To do:
From the first line of the records below, transcribe each line exactly up to and including the one with "0 #a6a5a2) drop-shadow(-2px"; pictures stay out.

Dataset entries
+++
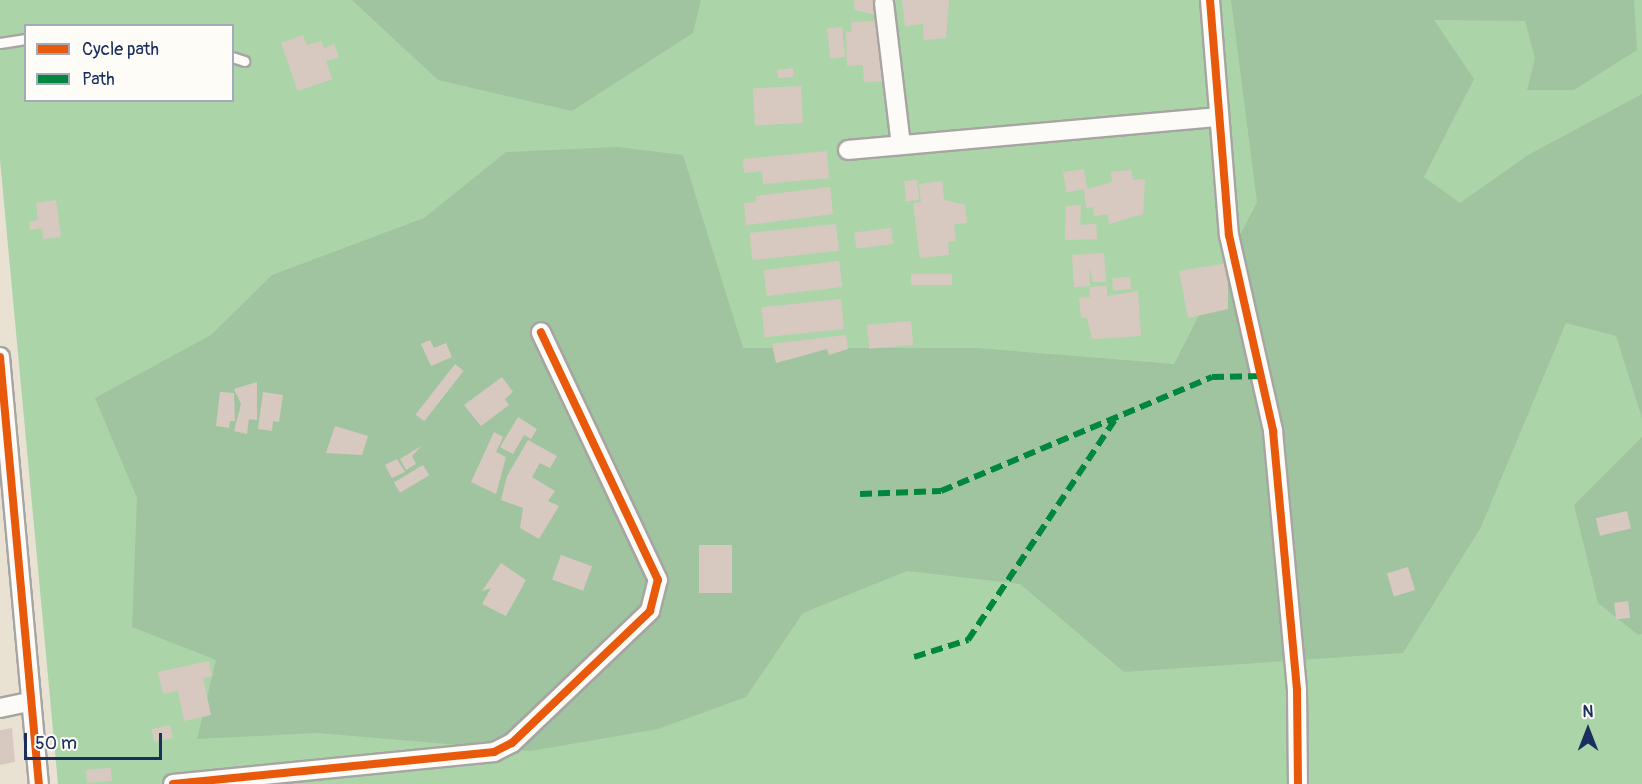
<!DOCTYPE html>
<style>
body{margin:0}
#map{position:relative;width:1642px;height:784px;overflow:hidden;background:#e9e2d3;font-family:Pangolin,sans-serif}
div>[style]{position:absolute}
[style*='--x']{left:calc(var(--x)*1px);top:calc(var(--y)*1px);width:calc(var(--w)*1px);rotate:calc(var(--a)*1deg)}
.green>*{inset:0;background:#acd4a9}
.forest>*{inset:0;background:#a0c49f}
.building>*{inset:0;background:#d8c9c0;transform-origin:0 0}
.roads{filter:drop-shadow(2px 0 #a6a5a2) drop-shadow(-2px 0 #a6a5a2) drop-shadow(0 2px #a6a5a2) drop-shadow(0 -2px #a6a5a2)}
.lane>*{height:9px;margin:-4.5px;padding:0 4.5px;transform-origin:4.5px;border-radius:4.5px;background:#fcfbf8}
.street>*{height:18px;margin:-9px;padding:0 9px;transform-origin:9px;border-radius:9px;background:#fcfbf8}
.quiet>*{height:6px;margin-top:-3px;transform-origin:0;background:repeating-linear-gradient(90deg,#00873e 0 12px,transparent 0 18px)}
.cycleway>*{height:8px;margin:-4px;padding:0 4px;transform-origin:4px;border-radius:4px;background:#e8590c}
span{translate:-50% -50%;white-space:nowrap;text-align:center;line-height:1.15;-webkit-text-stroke:4.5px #fdfcf7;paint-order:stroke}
.legend{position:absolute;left:24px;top:24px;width:210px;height:78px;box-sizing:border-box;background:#fdfcf7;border:2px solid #a3aaba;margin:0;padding:8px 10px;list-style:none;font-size:18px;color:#1b2f5e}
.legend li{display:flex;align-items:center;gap:12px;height:30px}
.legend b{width:30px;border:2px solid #a3aaba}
.north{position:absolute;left:1558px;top:700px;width:60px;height:60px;-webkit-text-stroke:4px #fdfcf7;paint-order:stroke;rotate:0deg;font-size:16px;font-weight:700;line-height:24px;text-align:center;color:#1b2f5e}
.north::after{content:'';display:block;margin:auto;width:21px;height:27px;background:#1b2f5e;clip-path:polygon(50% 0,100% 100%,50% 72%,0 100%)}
.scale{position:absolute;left:24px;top:733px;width:138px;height:27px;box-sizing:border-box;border:3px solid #1b2f5e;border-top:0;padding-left:8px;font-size:18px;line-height:21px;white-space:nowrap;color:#1b2f5e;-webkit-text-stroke:4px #fdfcf7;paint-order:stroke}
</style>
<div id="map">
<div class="green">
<div style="clip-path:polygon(evenodd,0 0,1642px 0,1642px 784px,58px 784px,0 160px,0 0,26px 26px,232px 26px,232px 100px,26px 100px,26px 26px)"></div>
</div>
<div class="forest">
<div style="clip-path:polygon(352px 0,701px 0,693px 33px,572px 111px,438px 80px)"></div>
<div style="clip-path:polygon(1231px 0,1634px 0,1637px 50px,1574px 90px,1527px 90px,1535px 58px,1525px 21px,1434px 20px,1474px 79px,1424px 177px,1460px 203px,1528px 155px,1642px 94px,1642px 418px,1616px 336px,1566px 323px,1481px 527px,1403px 653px,1124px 672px,1020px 584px,907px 571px,803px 613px,746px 697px,658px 729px,531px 751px,317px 733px,197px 739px,216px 660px,132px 627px,137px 498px,95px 398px,211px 335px,272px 275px,424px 218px,506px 152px,618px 147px,683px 155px,743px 348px,977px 348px,1174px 364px,1257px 202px)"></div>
<div style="clip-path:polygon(1642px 437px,1642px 634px,1638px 635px,1598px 603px,1574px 505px)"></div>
</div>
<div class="building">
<div style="clip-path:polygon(854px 0,879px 0,880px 16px,855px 10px)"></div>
<div style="clip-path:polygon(902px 0,949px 0,946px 38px,924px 40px,923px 24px,905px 26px)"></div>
<div style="clip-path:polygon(883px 21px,885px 81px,864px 82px,863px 65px,847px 66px,846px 32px,852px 32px,851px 22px)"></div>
<div style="left:842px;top:27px;width:30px;height:15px;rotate:84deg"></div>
<div style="clip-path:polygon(303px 35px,307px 45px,321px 41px,324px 48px,334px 44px,339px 57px,326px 61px,332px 79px,298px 91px,281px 43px)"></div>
<div style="clip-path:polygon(793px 68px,793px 77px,778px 78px,777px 70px)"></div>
<div style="left:801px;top:86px;width:37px;height:48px;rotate:87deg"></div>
<div style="clip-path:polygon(827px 151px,829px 178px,763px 184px,762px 171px,744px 173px,743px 159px)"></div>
<div style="left:1084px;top:169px;width:20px;height:21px;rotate:81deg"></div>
<div style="clip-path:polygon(1131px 170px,1133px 180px,1145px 179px,1143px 214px,1109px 224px,1108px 214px,1094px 216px,1093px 207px,1086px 208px,1084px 190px,1112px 182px,1111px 172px)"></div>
<div style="left:917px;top:180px;width:20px;height:13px;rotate:84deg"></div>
<div style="clip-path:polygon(942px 181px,944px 200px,965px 205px,967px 223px,954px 224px,956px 241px,948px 242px,949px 255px,920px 258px,913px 203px,921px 202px,919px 184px)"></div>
<div style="clip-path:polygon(830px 187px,833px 214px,746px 225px,744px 203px,757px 202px,756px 196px)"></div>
<div style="clip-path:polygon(56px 200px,61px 237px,43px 239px,42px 228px,30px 230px,29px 222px,38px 220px,36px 203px)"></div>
<div style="clip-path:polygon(1081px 205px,1080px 225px,1096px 224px,1097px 239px,1065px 240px,1066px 206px)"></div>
<div style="left:836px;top:224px;width:27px;height:87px;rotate:84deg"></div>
<div style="left:891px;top:228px;width:16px;height:37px;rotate:83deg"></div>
<div style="clip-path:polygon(1104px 253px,1106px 282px,1093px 282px,1089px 267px,1090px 286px,1074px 287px,1072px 255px)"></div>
<div style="left:839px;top:261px;width:26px;height:76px;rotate:83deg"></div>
<div style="clip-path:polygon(1228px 263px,1228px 309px,1188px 318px,1179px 271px)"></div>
<div style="left:952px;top:274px;width:11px;height:41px;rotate:90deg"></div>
<div style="left:1130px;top:277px;width:12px;height:18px;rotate:85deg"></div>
<div style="clip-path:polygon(1107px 286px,1107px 296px,1138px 291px,1141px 336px,1092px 339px,1087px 318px,1081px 318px,1079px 298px,1090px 297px,1089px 287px)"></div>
<div style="left:841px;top:299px;width:30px;height:80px;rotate:84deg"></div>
<div style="left:911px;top:321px;width:24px;height:44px;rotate:85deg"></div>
<div style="clip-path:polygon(846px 335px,848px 349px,829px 355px,827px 349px,776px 363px,772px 344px)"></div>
<div style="clip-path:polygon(430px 340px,434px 348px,446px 343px,452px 357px,431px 366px,421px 344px)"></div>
<div style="left:455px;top:364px;width:11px;height:64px;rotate:38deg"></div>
<div style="clip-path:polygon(502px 377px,513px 392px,505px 399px,509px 405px,481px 426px,464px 405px)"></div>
<div style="clip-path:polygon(257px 382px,257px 420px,249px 419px,247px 434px,234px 431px,241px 404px,234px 389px)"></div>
<div style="clip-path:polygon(220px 392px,234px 393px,235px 421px,230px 421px,229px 428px,216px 426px)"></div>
<div style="clip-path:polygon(263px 392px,283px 395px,279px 422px,273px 421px,272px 431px,258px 429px)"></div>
<div style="clip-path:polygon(518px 417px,537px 429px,531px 439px,524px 435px,513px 454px,500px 447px)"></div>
<div style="clip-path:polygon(335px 426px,368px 436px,362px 455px,326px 453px)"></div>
<div style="clip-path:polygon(494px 432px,503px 437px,496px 452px,506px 457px,496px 494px,471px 482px)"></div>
<div style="clip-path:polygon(528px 440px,557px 456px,550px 468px,540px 463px,532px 477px,555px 491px,548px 501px,559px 506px,539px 539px,520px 528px,523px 508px,501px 500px,507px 476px)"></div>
<div style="clip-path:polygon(421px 446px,412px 456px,416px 464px,406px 470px,400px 459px)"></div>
<div style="clip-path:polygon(397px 459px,405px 472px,392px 478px,385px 465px)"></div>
<div style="left:423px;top:465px;width:12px;height:34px;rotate:59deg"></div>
<div style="left:1627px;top:511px;width:18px;height:32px;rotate:77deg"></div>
<div style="left:699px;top:545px;width:33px;height:48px"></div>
<div style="left:561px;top:555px;width:33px;height:26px;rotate:20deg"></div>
<div style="clip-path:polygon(501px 563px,526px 580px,506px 616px,482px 604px,491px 588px,482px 591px)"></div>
<div style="left:1408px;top:567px;width:24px;height:22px;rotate:73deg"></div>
<div style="left:1628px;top:601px;width:17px;height:14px;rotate:83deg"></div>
<div style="clip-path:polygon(209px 661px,212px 676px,203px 678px,211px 715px,184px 721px,178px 691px,163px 694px,158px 672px)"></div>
<div style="left:170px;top:725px;width:13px;height:19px;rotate:77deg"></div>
<div style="clip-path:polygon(12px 728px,15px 762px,0 765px,0 730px)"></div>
<div style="left:111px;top:768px;width:13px;height:25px;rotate:86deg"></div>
</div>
<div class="roads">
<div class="lane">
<div style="--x:0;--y:43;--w:26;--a:-9"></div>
<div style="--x:232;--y:57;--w:13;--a:18"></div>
</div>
<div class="street">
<div style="--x:1210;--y:0;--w:236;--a:85.4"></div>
<div style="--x:1229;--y:235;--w:201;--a:77.3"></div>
<div style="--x:1273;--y:431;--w:260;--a:84.7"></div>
<div style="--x:1297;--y:690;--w:94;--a:89.4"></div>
<div style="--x:884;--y:3;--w:143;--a:83.2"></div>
<div style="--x:848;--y:150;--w:372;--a:-5.1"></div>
<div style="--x:0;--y:357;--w:429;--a:84.8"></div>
<div style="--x:0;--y:708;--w:29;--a:-12"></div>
<div style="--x:173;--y:784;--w:323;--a:-5.7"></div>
<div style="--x:494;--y:752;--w:20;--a:-27"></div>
<div style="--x:512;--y:743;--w:191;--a:-43.7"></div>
<div style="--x:650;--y:611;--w:32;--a:-76"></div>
<div style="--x:658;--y:580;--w:274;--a:-115.3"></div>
</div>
</div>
<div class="quiet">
<div style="--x:860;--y:494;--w:81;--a:-2.1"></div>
<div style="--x:941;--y:491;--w:294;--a:-22.8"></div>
<div style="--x:1212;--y:377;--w:53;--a:-1.1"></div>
<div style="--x:914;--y:657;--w:57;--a:-17.5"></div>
<div style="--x:968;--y:640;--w:267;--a:-56.3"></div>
</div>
<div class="cycleway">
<div style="--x:1210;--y:0;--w:236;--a:85.4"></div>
<div style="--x:1229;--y:235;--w:201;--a:77.3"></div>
<div style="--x:1273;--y:431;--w:260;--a:84.7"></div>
<div style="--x:1297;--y:690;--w:94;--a:89.4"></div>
<div style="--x:0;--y:357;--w:429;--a:84.8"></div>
<div style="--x:173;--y:784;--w:323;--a:-5.7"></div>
<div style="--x:494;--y:752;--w:20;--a:-27"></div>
<div style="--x:512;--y:743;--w:191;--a:-43.7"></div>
<div style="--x:650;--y:611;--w:32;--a:-76"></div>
<div style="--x:658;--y:580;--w:274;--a:-115.3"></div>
</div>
<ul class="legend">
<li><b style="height:8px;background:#e8590c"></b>Cycle path</li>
<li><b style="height:8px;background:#00873e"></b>Path</li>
</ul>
<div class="north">N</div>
<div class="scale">50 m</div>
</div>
+++
Solution:
<!DOCTYPE html>
<style>
body{margin:0}
#map{position:relative;width:1642px;height:784px;overflow:hidden;background:#e9e2d3;font-family:Pangolin,sans-serif}
div>[style]{position:absolute}
[style*='--x']{left:calc(var(--x)*1px);top:calc(var(--y)*1px);width:calc(var(--w)*1px);rotate:calc(var(--a)*1deg)}
.green>*{inset:0;background:#acd4a9}
.forest>*{inset:0;background:#a0c49f}
.building>*{inset:0;background:#d8c9c0;transform-origin:0 0}
.roads{filter:drop-shadow(2px 0 #a6a5a2) drop-shadow(-2px 0 #a6a5a2) drop-shadow(0 2px #a6a5a2) drop-shadow(0 -2px #a6a5a2)}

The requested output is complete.